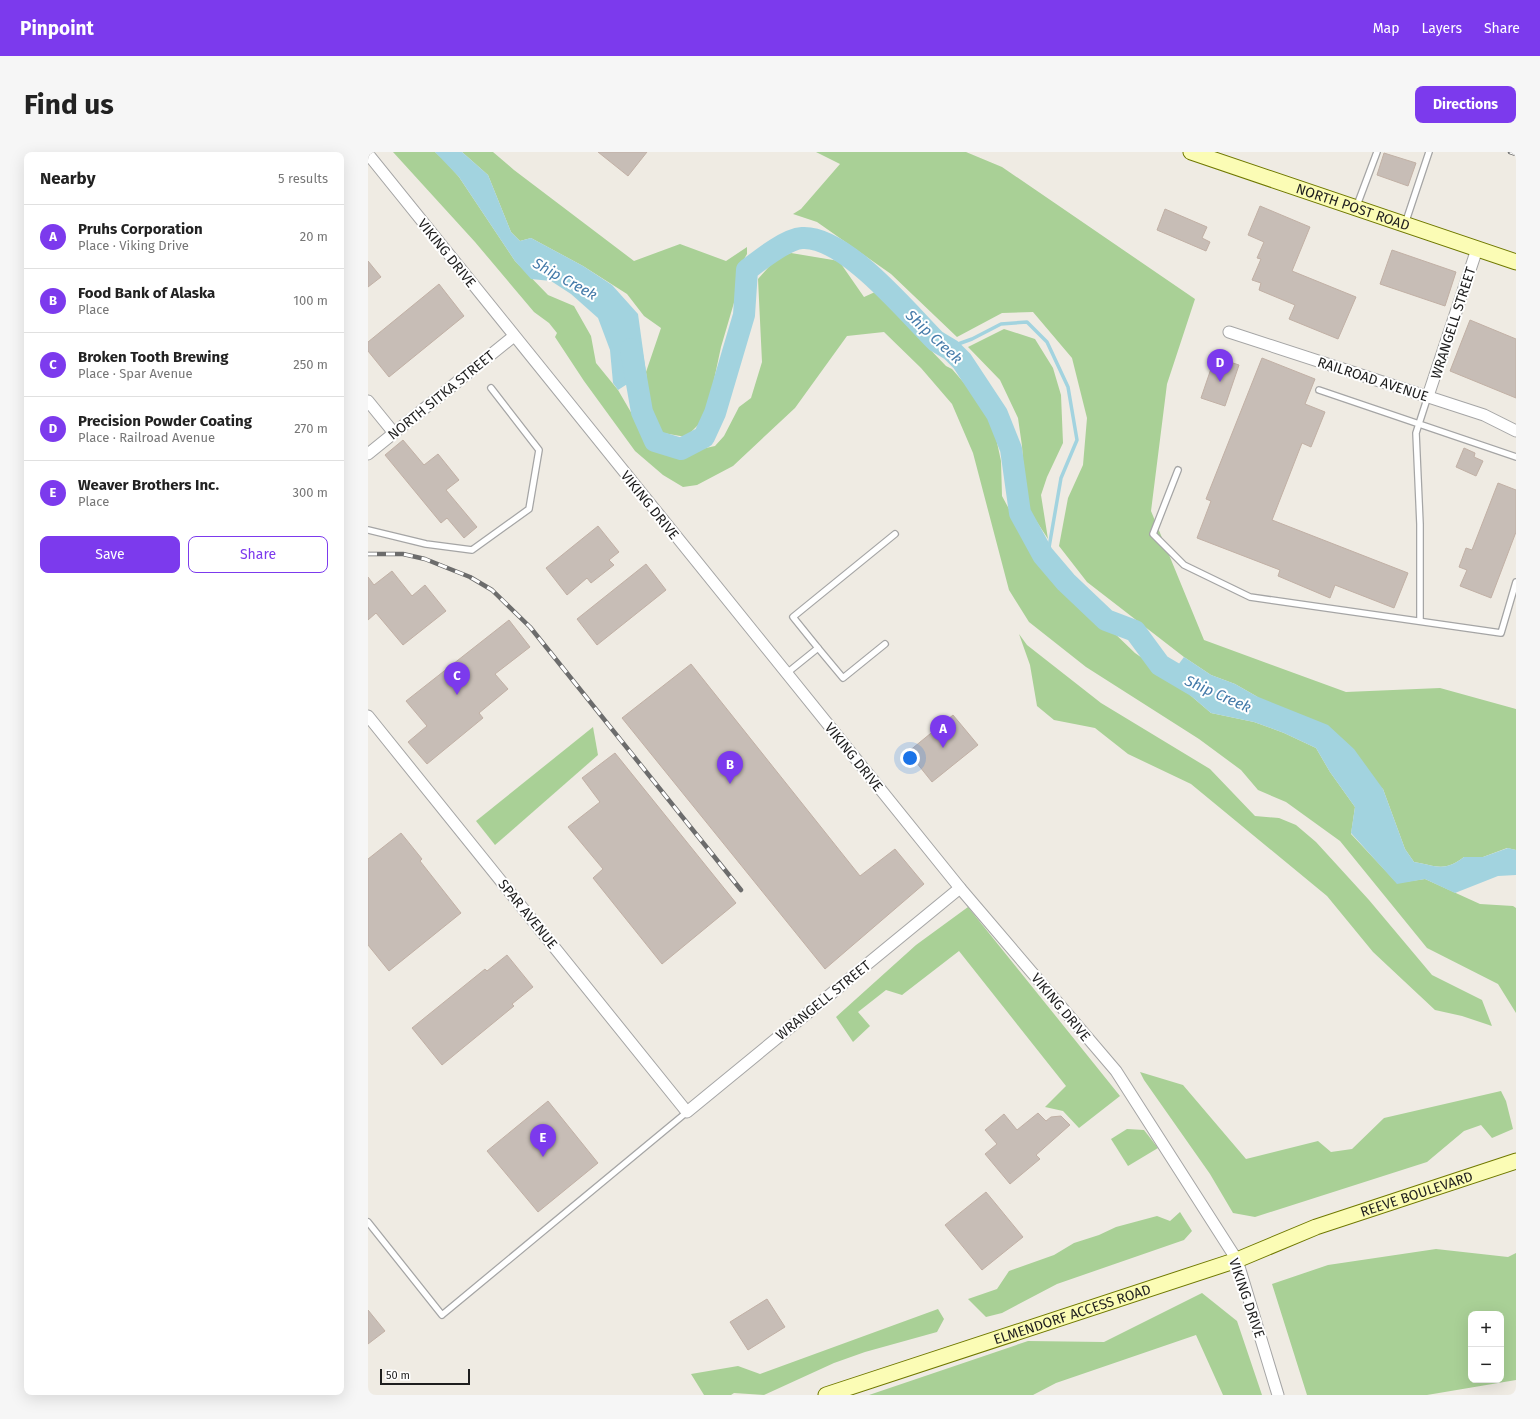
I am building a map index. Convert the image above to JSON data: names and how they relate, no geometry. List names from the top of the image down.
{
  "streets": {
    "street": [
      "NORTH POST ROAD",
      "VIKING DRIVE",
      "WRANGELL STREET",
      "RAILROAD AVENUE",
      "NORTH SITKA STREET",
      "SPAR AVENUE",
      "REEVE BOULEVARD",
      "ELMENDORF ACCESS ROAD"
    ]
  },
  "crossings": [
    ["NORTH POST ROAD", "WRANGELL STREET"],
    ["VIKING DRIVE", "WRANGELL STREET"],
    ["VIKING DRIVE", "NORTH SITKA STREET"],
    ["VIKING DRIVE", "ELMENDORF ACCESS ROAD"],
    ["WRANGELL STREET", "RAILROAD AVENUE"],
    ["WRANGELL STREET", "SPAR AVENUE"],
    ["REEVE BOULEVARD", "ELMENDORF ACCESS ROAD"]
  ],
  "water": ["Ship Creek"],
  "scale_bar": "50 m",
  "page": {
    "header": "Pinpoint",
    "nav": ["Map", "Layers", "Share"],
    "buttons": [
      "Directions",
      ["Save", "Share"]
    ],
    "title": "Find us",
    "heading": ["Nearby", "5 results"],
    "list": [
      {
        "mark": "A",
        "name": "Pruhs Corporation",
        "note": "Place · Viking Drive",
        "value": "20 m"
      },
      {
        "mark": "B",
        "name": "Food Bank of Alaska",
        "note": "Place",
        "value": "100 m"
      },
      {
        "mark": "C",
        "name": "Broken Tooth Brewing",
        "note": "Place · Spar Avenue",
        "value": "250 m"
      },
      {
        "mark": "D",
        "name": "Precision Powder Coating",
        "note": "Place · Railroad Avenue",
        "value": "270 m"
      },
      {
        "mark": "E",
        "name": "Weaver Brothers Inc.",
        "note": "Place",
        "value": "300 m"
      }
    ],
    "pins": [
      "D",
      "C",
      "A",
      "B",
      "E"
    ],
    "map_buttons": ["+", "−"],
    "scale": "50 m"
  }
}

....................

#### PROBLEM REQUIREMENTS
For each line above that contains "REEVE", add one to a count, then state only the final number.

#### WRITTEN SOLUTION
2